11.02 Entire Agreement; Amendments. This Agreement (with exhibits) constitutes the entire agreement of the Parties. Amendments must be in a writing signed by both Parties.
11.03 Assignment. Buyer may not assign this Agreement without Seller’s prior written consent, except to an entity controlling, controlled by, or under common control with Buyer and possessing adequate financial capacity.
11.04 Severability. If any provision is held invalid, the remaining provisions remain enforceable, and the invalid portion shall be reformed to the minimum extent necessary to uphold intent.
11.05 Counterparts; Electronic Signatures. This Agreement may be executed in multiple counterparts, each of which is deemed an original. Electronic signatures and notarizations comply with Texas Uniform Electronic Transactions Act and are binding.
11.06 Time of Essence. Time is of the essence for all dates and deadlines herein.
11.07 Further Assurances. Each Party will execute and deliver any additional documents reasonably required to carry out the purposes of this Agreement.
12. EXECUTION BLOCK
IN WITNESS WHEREOF, the Parties have executed this Agreement to be effective as of the Effective Date.
SELLER:
[SELLER LEGAL NAME]
By: ____
Name: ____
Title: _____
Date: _________
BUYER:
[BUYER LEGAL NAME]
By: ____
Name: ____
Title: _____
Date: _________
NOTARY ACKNOWLEDGMENT (Seller)
State of Texas §
County of _ §
Before me, the undersigned authority, on this day personally appeared __, known to me to be the person whose name is subscribed to the foregoing instrument, and acknowledged that _ executed the same for the purposes therein expressed.
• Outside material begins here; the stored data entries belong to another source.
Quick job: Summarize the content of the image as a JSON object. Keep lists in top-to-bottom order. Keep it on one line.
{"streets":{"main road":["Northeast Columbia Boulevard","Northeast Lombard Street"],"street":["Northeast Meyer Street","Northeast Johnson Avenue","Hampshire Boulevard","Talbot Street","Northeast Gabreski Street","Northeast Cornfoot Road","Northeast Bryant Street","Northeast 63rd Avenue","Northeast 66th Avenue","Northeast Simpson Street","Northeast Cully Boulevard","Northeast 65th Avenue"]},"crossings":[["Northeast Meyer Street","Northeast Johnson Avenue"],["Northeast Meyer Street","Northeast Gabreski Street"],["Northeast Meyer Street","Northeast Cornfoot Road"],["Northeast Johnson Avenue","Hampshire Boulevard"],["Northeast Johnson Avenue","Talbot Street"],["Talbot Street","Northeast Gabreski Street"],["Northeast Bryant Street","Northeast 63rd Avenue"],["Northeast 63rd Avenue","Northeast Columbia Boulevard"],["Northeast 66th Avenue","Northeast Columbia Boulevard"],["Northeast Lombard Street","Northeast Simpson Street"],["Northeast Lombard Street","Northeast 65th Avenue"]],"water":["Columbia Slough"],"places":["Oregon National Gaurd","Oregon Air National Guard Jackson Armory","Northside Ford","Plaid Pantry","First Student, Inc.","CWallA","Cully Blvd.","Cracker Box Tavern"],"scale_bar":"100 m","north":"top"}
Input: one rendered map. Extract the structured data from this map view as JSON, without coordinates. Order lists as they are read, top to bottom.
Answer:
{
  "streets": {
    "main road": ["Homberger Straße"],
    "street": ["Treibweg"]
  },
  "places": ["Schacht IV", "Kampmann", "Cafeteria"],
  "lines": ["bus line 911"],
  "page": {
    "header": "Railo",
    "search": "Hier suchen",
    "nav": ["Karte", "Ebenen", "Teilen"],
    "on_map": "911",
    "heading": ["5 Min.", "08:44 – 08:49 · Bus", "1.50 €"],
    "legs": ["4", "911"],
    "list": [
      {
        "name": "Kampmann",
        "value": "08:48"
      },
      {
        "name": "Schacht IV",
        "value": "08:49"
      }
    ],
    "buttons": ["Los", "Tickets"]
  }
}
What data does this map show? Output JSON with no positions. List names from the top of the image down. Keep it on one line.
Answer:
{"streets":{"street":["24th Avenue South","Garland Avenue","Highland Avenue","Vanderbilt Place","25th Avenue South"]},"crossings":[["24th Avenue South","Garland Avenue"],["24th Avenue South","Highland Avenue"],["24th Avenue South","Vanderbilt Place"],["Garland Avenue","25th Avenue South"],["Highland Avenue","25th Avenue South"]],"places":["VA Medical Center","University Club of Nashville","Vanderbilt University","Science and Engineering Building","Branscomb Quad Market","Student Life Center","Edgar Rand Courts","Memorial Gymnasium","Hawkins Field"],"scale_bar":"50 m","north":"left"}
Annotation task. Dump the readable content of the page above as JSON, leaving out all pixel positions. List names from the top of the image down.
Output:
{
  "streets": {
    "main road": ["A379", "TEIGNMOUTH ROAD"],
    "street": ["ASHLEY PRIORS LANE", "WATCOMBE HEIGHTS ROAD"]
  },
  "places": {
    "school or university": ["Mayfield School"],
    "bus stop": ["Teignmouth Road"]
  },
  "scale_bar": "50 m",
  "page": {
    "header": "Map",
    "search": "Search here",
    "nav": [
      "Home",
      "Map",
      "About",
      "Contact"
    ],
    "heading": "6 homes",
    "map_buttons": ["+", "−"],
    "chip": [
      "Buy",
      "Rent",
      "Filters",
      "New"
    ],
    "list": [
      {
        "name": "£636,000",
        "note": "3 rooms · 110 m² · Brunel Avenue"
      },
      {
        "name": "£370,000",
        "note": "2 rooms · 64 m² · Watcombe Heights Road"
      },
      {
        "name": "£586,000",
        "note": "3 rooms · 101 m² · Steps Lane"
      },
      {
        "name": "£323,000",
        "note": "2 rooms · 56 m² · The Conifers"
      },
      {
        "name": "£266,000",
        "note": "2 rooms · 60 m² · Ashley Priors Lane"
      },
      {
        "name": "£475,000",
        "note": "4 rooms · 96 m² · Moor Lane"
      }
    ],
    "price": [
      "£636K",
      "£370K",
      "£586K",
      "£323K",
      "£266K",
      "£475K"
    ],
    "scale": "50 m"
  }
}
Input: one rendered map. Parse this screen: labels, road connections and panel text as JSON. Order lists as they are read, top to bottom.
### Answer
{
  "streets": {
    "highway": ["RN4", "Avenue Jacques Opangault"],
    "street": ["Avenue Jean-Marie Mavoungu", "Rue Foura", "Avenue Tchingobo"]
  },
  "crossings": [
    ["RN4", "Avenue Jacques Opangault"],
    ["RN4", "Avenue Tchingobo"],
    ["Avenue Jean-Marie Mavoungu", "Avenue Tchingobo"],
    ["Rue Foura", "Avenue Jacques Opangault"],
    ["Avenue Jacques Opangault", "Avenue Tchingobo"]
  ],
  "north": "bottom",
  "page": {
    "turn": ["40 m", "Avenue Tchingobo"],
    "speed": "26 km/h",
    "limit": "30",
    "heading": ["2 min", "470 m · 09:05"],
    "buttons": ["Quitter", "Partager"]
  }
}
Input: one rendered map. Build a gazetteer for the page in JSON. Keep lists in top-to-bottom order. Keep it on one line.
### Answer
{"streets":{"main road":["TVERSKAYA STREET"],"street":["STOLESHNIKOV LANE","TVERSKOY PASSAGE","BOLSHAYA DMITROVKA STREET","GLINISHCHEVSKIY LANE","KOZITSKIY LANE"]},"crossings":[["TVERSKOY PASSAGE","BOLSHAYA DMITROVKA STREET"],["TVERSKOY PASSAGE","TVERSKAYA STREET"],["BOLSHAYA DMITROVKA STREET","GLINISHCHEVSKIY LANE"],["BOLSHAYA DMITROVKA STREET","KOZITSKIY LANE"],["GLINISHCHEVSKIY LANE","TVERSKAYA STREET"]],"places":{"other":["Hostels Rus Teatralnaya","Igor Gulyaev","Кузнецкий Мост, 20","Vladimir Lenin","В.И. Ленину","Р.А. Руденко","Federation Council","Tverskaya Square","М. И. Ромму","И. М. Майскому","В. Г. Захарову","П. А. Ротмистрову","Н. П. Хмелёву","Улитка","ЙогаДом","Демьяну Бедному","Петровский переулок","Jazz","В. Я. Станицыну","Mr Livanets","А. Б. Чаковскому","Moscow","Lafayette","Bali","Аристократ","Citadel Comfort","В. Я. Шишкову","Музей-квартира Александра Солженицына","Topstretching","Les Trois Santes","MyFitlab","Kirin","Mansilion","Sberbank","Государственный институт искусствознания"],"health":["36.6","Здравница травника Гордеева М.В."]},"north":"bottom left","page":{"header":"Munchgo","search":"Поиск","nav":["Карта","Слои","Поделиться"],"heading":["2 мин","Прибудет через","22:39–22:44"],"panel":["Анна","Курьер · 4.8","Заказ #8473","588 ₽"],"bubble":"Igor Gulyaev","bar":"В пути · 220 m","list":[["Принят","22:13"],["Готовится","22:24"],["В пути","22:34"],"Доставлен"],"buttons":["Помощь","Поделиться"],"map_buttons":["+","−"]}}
Given under my hand and seal of office this ___ day of __, 20.
Notary Public, State of Texas
My Commission Expires: ___
[Repeat Notary Block for Buyer if required]
EXHIBIT A – PERSONAL PROPERTY
[List included appliances, fixtures, window treatments, etc.]
EXHIBIT B – LEGAL DESCRIPTION OF LAND
[Insert metes and bounds or lot/block legal description]
[// GUIDANCE: Attach additional schedules such as HOA documents, surveys, and addenda (e.g., Lead-Based Paint Disclosure) as required. Confirm earnest money logistics with the selected Title Company. Review local customs within the county of closing (e.g., buyer vs. seller title premium split).]